Cloud Documentation

Storage & Volumes

Lightspeed Cloud gives you three kinds of storage: block storage volumes attached to VMs, network-mounted shared filesystems for sharing data across multiple VMs, and S3-compatible object storage buckets for application data, backups and static assets.

Volumes

Every VM has a root volume created automatically at deploy time. You can also create additional data volumes and attach them to a VM - useful for separating application data from the OS disk, or attaching extra capacity later without rebuilding the VM.

Creating and attaching a volume

From Storage → Volumes → Create Volume, choose a disk offering (size and performance tier) and the zone it should live in. Once created, attach it to a running or stopped VM; on Linux, you'll typically need to partition, format and mount the new disk from within the guest OS before it's usable.

The number of data volumes you can attach to a single VM is typically 6. If you need more independent disks than that, consider a shared filesystem instead.
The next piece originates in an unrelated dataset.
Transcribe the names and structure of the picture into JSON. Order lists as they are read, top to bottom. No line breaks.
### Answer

Screenshot: Create Volume dialog

Resizing a volume

Data volumes can be resized upward from the portal without recreating them. After resizing, you'll usually still need to grow the filesystem inside the guest OS to make the additional space usable (e.g. with growpart and a filesystem-specific resize command on Linux).

Note: A VM's root disk can't be resized directly the way a data volume can (see Resizing a VM).
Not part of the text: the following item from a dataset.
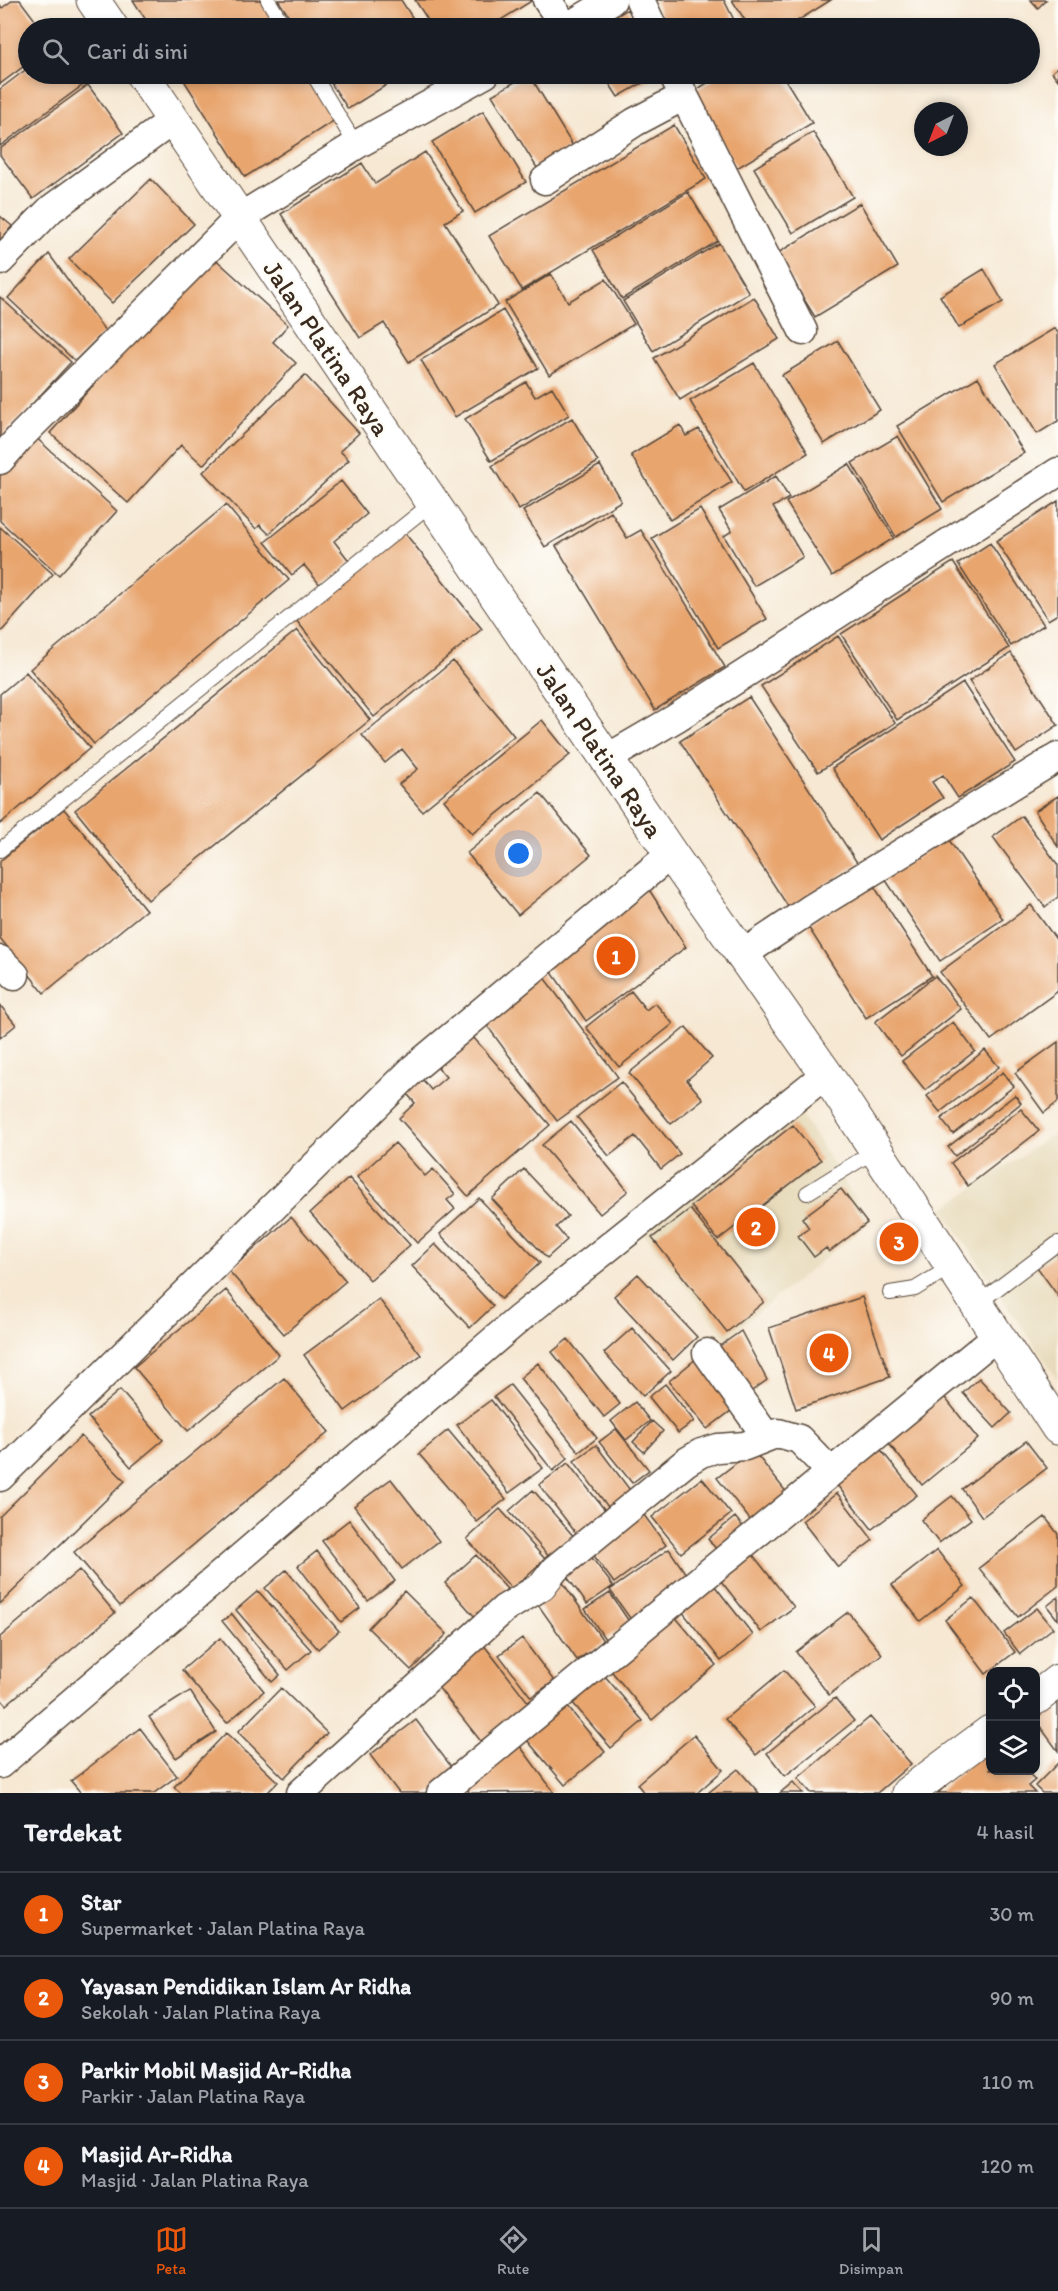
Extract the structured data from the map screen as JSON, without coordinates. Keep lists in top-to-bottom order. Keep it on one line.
{"streets":{"main road":["Jalan Platina Raya"]},"north":"bottom left","page":{"search":"Cari di sini","pins":["1","2","3","4"],"heading":["Terdekat","4 hasil"],"list":[{"mark":"1","name":"Star","note":"Supermarket · Jalan Platina Raya","value":"30 m"},{"mark":"2","name":"Yayasan Pendidikan Islam Ar Ridha","note":"Sekolah · Jalan Platina Raya","value":"90 m"},{"mark":"3","name":"Parkir Mobil Masjid Ar-Ridha","note":"Parkir · Jalan Platina Raya","value":"110 m"},{"mark":"4","name":"Masjid Ar-Ridha","note":"Masjid · Jalan Platina Raya","value":"120 m"}],"nav":["Peta","Rute","Disimpan"]}}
Resize targets are constrained to the sizes defined by the disk offering you're on, unless it's a custom-sized offering. If you need a size outside what your current offering allows, moving the volume to a different disk offering may be required.

Volume snapshots

Like VM snapshots, volume snapshots capture a point-in-time copy of a single disk. They're useful for protecting data volumes independently of the VM they're attached to, and can be used to create a new volume elsewhere.

Rather than taking snapshots manually, you can set a recurring snapshot policy on a volume - hourly, daily, weekly or monthly - along with how many snapshots to retain. Once the retention count is reached, the oldest snapshot is dropped as a new one is taken. A scheduled snapshot is skipped if the volume hasn't changed since the last one, so you won't accumulate identical copies of an idle disk.

Uploading an existing volume

If you have a disk image from outside Lightspeed Cloud, you can upload it directly as a volume and attach it to a VM, rather than starting from a blank disk.

Shared filesystems

Shared filesystems provide a network-mounted filesystem that multiple VMs can mount and access at the same time - useful for shared application state, a common data directory across a cluster of instances, or any workload that needs concurrent access to the same files rather than a volume attached to a single VM.

Creating a shared filesystem

From Storage → Shared Filesystems → Create Filesystem, you'll need to choose:

  • A filesystem type - either XFS or EXT4.
  • A disk offering - determines the size and performance tier of the underlying storage.
  • A compute offering - shared filesystems are served by a small dedicated compute instance that runs in the background, so a compute offering must be selected for it to run on.

Once created, the filesystem can be mounted from any VM with network access to it, using the standard NFS mount options for your guest OS.

Screenshot: Create Shared Filesystem dialog

Object storage

Object storage buckets provide S3-compatible storage for things like backups, media files, or static website assets, accessible via the standard S3 API alongside the portal UI.

Creating a bucket

From Storage → Object Storage, create a new bucket and choose a name and quota. You'll be given access keys to use with any S3-compatible client or SDK.

Managing bucket lifecycle

Buckets can be resized, have their access keys rotated, or be deleted once no longer needed. As with volumes, deleting a bucket permanently removes its contents, so make sure anything important is copied elsewhere first.